### Recorded information
==============================

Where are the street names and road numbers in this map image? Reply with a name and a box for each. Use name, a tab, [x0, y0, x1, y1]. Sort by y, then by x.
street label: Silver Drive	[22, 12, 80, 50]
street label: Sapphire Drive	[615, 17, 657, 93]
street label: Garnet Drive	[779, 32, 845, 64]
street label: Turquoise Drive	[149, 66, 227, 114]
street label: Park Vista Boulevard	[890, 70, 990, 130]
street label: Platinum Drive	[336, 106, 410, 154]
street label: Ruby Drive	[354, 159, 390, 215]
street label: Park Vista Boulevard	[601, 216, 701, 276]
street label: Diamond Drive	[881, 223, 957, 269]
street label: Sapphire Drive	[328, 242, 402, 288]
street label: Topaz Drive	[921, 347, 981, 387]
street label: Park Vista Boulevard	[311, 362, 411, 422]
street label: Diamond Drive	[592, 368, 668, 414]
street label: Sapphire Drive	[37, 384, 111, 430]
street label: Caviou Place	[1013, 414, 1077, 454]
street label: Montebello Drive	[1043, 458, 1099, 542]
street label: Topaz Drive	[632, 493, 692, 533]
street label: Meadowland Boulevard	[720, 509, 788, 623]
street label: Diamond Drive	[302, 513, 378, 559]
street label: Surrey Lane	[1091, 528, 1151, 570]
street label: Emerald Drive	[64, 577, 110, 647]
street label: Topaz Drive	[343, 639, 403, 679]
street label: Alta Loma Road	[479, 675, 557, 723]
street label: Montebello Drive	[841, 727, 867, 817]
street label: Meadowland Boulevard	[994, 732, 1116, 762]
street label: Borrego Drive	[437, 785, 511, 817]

==============================

### Exercise prompt
Your task is to copy every line in the entries that holds the string "Park".

### Answer to this problem
street label: Park Vista Boulevard	[890, 70, 990, 130]
street label: Park Vista Boulevard	[601, 216, 701, 276]
street label: Park Vista Boulevard	[311, 362, 411, 422]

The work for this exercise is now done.